(Saved data entries)
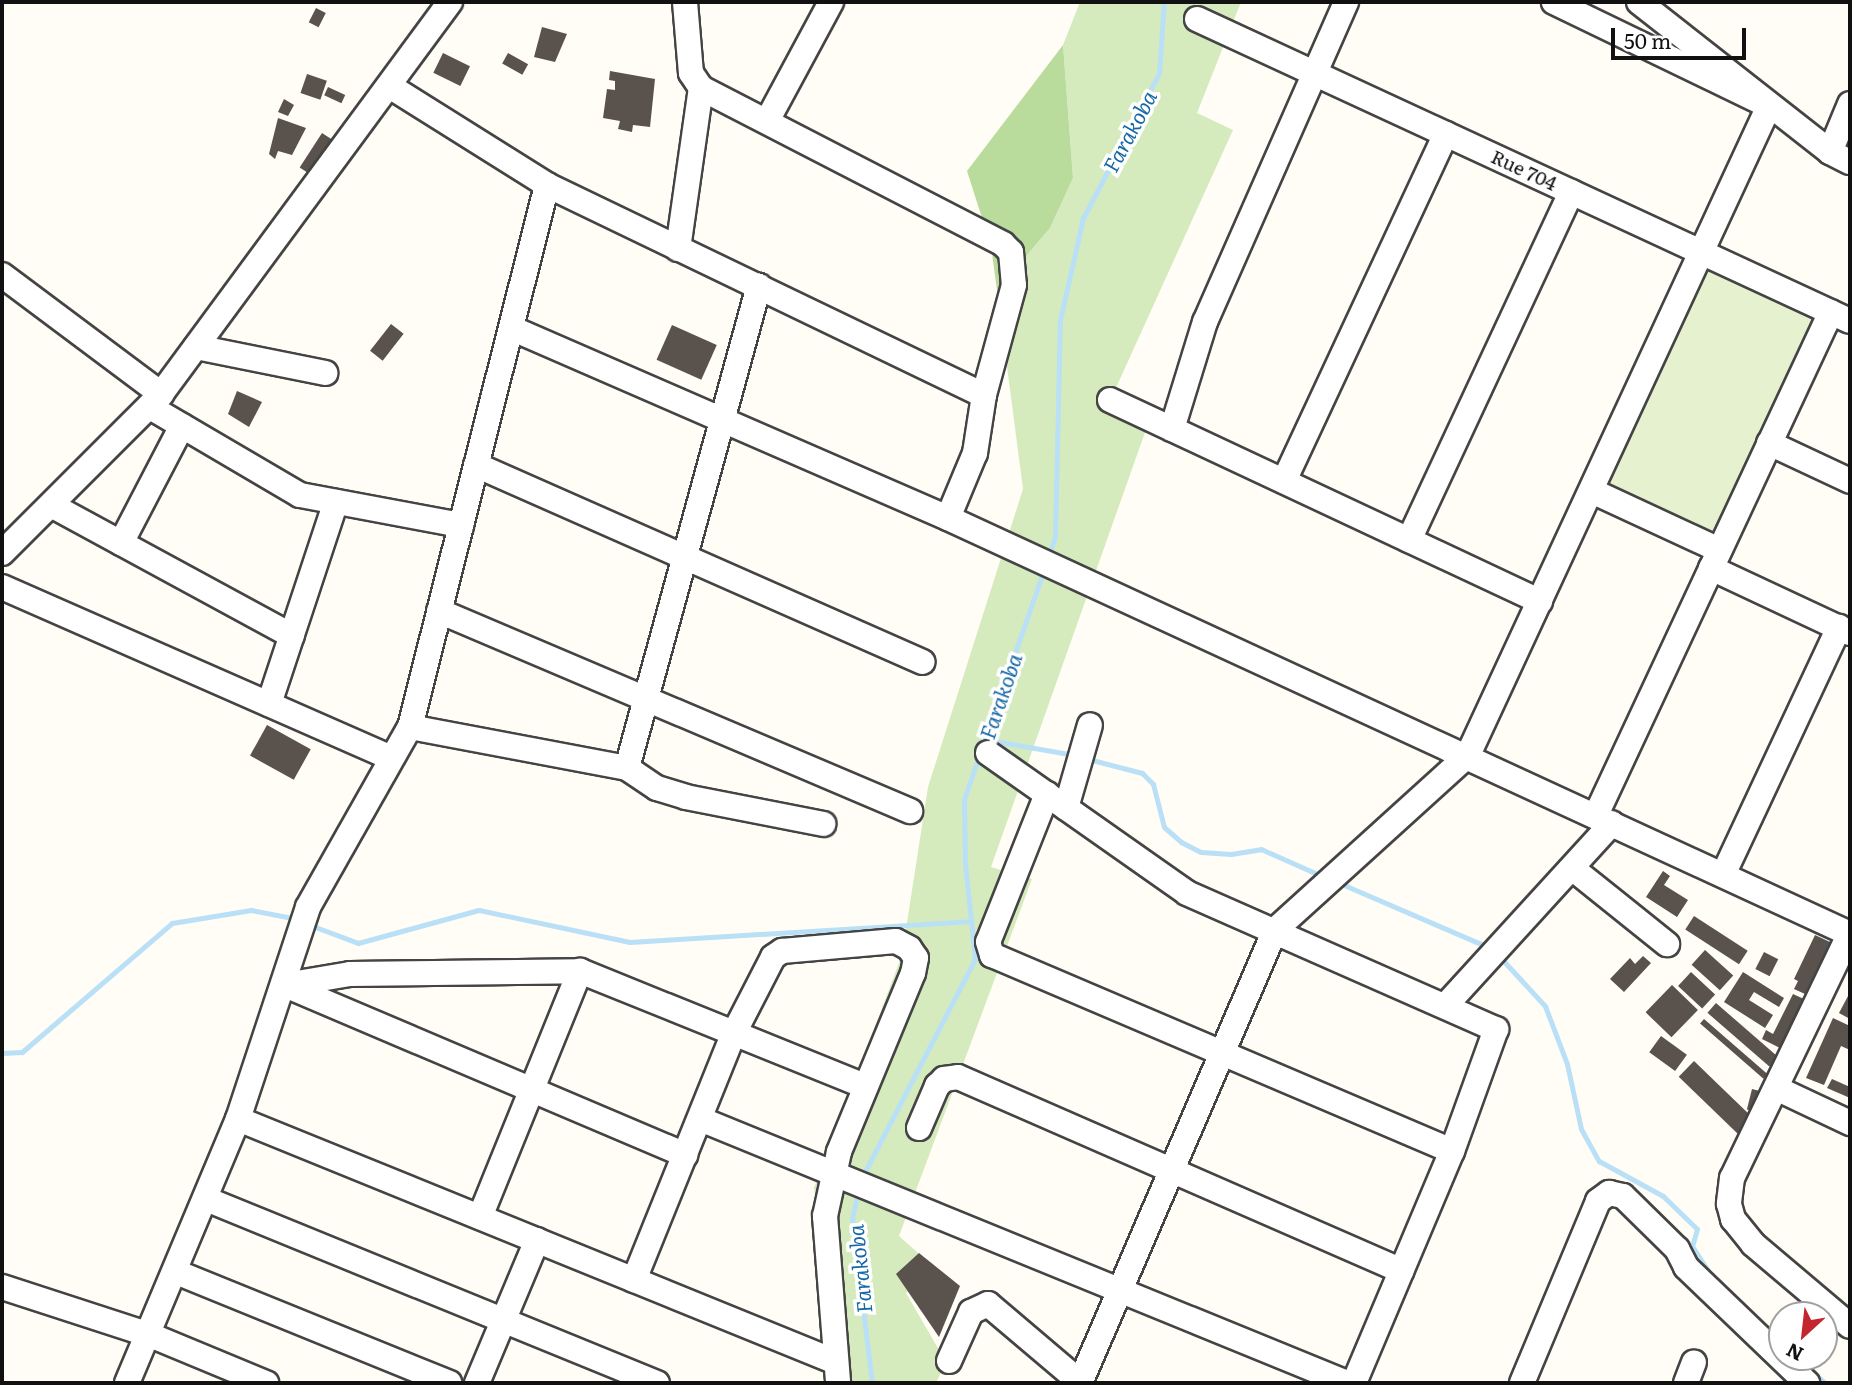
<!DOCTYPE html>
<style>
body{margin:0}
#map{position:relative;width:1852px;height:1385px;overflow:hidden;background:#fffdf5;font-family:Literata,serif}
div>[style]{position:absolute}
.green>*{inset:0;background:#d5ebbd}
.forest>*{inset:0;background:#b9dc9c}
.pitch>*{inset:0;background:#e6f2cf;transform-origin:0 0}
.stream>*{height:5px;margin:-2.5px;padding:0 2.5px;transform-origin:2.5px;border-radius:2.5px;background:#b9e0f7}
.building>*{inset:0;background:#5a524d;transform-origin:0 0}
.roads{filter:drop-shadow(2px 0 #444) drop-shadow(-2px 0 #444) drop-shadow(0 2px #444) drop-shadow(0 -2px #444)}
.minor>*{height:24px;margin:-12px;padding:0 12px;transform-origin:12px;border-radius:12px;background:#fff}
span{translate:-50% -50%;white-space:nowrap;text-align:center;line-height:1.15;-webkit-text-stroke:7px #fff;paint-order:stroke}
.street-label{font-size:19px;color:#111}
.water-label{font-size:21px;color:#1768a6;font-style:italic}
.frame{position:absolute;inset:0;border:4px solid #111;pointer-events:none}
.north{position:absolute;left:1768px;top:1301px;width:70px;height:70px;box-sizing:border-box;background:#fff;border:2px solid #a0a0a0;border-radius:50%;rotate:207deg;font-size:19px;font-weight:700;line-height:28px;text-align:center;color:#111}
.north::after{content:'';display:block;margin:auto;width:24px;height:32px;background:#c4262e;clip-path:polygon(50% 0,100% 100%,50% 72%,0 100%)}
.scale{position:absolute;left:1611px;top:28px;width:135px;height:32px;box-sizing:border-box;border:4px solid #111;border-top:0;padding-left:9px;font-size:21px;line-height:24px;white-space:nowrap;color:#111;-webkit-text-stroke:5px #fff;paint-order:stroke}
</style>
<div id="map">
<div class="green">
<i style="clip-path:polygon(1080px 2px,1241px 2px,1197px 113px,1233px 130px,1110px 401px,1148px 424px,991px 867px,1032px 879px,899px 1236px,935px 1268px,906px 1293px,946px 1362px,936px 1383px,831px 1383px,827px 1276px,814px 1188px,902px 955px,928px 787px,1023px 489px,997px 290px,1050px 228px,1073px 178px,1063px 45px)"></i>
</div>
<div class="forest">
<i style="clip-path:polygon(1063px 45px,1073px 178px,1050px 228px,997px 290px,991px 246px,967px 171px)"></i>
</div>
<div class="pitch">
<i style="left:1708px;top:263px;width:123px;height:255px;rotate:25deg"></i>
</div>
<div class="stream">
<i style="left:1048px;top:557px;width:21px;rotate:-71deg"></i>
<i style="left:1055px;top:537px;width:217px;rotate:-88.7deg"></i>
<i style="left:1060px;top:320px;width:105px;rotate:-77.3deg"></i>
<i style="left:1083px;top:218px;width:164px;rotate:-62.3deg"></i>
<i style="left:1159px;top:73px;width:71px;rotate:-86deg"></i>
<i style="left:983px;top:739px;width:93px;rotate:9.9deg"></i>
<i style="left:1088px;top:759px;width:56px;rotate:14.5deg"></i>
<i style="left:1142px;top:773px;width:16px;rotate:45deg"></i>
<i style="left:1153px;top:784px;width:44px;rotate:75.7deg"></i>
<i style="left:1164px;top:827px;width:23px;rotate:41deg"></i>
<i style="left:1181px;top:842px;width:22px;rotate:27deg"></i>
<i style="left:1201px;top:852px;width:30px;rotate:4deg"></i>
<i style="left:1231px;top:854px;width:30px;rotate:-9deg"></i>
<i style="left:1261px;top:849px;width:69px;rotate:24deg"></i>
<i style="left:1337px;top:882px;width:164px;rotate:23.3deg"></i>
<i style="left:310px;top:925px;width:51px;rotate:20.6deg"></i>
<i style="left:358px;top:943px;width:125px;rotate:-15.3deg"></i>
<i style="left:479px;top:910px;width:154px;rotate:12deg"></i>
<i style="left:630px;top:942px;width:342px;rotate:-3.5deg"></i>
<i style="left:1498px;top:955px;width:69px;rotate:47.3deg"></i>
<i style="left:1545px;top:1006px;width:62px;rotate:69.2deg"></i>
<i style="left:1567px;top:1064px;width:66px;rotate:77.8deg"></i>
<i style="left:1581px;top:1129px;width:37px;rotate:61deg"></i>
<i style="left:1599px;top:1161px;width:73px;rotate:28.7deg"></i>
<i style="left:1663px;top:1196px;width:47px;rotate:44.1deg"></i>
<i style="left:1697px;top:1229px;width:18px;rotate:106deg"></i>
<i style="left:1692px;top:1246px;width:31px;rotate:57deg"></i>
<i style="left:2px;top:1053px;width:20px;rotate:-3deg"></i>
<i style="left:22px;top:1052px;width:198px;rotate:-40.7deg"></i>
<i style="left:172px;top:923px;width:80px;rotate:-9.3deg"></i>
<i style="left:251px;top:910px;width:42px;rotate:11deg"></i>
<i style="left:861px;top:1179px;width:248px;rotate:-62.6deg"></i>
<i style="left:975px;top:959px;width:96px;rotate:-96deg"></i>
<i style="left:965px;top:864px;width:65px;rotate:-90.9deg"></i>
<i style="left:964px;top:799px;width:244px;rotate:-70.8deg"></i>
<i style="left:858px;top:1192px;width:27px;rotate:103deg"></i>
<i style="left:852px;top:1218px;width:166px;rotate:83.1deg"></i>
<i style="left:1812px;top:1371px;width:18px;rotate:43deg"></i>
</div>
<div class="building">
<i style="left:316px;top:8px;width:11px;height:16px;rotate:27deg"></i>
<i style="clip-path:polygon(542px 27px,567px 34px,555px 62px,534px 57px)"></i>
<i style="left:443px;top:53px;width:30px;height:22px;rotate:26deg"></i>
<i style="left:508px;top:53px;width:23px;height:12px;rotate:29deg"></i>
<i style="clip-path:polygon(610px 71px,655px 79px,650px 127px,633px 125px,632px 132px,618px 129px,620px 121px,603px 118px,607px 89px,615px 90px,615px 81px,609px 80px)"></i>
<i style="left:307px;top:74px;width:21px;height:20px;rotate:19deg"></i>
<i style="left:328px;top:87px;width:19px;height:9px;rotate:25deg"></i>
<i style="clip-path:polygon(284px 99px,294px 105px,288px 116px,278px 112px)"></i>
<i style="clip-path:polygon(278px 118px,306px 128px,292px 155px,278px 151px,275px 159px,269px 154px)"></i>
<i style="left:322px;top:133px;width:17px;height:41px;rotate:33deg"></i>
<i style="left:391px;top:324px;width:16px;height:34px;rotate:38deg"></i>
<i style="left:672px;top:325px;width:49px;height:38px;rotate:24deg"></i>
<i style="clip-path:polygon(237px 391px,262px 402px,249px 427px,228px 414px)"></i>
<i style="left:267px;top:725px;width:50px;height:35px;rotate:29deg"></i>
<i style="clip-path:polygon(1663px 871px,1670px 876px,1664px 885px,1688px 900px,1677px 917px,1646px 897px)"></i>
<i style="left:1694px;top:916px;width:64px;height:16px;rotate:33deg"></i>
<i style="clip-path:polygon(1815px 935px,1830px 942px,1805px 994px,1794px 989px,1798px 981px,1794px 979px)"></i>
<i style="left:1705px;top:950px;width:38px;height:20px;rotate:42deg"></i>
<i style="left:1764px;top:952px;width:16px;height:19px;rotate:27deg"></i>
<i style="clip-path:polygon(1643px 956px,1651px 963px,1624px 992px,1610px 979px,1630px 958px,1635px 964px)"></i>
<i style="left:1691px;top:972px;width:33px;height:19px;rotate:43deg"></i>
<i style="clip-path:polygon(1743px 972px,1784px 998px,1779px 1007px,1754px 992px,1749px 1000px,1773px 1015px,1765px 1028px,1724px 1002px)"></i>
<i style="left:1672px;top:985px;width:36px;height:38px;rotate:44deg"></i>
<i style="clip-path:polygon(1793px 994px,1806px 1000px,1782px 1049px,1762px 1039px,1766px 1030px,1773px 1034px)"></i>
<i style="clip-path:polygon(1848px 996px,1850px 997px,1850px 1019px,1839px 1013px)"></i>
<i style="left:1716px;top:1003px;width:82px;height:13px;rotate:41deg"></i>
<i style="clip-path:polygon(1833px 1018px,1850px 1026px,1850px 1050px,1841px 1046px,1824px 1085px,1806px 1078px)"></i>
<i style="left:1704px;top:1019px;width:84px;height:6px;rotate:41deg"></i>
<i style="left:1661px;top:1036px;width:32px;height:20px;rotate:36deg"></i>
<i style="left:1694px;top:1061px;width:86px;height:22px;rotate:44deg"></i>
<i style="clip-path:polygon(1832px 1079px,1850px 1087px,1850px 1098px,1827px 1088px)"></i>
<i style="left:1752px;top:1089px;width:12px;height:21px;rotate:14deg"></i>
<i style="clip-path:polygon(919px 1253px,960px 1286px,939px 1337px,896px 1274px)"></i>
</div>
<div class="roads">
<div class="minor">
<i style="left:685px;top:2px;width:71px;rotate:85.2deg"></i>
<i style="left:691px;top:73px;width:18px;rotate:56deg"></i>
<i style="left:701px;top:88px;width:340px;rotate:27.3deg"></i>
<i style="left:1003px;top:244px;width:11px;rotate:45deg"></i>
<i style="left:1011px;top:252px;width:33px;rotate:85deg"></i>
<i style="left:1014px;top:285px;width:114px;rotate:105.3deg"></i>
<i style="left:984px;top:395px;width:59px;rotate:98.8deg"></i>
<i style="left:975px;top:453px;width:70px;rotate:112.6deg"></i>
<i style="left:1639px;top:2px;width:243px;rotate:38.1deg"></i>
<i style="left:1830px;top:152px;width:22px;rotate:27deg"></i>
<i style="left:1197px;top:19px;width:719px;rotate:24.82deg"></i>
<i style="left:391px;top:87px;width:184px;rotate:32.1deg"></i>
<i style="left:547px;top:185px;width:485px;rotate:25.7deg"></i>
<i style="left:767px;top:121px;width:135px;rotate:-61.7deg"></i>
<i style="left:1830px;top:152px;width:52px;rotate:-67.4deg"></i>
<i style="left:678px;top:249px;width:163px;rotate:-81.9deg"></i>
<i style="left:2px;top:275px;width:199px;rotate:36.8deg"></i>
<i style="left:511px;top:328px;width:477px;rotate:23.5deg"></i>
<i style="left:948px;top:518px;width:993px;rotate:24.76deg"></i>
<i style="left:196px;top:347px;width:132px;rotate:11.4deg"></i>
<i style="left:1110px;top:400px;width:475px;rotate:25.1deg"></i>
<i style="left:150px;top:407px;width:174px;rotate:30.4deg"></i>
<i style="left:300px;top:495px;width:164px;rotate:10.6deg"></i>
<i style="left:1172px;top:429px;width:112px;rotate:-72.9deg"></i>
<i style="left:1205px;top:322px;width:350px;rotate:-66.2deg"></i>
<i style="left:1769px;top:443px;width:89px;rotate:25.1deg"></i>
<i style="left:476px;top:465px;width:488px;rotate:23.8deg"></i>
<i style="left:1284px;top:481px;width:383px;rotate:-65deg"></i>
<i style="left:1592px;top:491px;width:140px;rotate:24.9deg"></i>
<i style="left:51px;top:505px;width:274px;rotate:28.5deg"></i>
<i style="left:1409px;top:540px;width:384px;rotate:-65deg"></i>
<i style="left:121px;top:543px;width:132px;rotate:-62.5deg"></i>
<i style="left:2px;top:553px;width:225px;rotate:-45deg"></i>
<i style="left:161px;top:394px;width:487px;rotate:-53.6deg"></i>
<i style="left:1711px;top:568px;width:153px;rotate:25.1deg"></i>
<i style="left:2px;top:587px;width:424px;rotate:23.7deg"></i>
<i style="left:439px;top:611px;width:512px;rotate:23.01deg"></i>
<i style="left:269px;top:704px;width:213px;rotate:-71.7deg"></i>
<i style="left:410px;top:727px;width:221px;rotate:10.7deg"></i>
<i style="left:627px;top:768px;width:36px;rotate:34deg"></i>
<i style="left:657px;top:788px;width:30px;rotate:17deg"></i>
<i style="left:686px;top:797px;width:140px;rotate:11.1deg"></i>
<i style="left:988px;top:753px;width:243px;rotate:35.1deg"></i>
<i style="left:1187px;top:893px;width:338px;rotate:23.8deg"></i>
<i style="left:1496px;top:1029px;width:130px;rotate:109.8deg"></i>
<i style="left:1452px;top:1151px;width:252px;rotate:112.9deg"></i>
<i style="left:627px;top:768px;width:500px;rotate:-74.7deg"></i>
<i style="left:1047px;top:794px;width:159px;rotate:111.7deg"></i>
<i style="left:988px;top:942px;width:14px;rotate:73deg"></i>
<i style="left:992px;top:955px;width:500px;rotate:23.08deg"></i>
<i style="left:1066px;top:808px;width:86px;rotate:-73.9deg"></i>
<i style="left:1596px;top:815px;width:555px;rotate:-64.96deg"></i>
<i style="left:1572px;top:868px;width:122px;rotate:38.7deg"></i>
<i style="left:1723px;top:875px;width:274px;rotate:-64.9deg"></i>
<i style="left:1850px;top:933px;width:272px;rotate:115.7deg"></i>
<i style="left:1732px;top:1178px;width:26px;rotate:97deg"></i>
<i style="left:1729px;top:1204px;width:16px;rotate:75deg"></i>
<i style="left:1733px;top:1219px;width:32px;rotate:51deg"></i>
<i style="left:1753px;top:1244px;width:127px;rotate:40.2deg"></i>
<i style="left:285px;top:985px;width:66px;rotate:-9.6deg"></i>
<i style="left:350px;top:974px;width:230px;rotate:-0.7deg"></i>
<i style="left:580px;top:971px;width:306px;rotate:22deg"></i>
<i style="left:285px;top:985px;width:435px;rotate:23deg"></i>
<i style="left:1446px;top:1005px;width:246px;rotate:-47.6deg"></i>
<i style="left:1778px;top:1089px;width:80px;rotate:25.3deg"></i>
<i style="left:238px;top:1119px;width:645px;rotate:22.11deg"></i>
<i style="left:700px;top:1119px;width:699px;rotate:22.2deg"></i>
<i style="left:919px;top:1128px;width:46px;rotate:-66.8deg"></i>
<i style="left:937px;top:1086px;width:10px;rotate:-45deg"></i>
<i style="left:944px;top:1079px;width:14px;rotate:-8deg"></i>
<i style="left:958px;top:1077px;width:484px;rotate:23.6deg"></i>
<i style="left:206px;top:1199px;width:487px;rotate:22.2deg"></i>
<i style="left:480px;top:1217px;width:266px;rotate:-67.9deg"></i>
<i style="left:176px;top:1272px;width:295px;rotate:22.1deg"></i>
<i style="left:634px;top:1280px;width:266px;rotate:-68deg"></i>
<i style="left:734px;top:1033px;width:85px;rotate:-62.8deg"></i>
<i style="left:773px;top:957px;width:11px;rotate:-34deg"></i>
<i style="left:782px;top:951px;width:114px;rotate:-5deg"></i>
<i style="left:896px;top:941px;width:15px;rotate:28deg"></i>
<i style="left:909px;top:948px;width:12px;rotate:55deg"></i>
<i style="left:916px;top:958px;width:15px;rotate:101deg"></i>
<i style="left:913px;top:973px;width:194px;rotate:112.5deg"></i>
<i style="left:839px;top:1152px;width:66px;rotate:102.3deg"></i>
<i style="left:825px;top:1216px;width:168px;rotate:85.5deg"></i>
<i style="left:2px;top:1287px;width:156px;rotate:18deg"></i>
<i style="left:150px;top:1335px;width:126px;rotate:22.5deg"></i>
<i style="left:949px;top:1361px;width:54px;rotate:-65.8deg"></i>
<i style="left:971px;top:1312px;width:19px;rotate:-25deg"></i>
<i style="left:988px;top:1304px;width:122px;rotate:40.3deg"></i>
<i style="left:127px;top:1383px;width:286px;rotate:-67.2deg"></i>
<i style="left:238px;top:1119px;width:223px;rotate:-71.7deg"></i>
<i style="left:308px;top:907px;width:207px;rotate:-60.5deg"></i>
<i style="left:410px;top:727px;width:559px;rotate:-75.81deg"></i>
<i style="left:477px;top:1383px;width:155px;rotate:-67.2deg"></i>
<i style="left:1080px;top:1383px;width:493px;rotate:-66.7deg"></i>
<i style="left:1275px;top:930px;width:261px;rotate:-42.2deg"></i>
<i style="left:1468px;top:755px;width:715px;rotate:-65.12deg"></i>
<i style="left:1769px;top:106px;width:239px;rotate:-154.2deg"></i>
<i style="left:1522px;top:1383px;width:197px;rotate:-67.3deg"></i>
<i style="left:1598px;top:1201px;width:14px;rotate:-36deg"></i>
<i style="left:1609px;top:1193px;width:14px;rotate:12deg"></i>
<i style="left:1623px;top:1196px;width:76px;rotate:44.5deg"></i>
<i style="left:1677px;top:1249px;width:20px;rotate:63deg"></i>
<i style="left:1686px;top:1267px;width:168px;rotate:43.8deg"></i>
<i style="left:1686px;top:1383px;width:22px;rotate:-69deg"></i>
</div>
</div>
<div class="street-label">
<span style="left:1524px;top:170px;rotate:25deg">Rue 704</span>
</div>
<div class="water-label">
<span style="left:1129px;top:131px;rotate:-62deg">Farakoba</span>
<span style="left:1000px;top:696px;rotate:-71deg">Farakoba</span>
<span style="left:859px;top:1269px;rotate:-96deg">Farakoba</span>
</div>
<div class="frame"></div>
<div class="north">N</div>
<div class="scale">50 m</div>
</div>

TASK DESCRIPTION: From the entries above, copy each line that holds "frame".

SOLUTION TO THE PROBLEM:
.frame{position:absolute;inset:0;border:4px solid #111;pointer-events:none}
<div class="frame"></div>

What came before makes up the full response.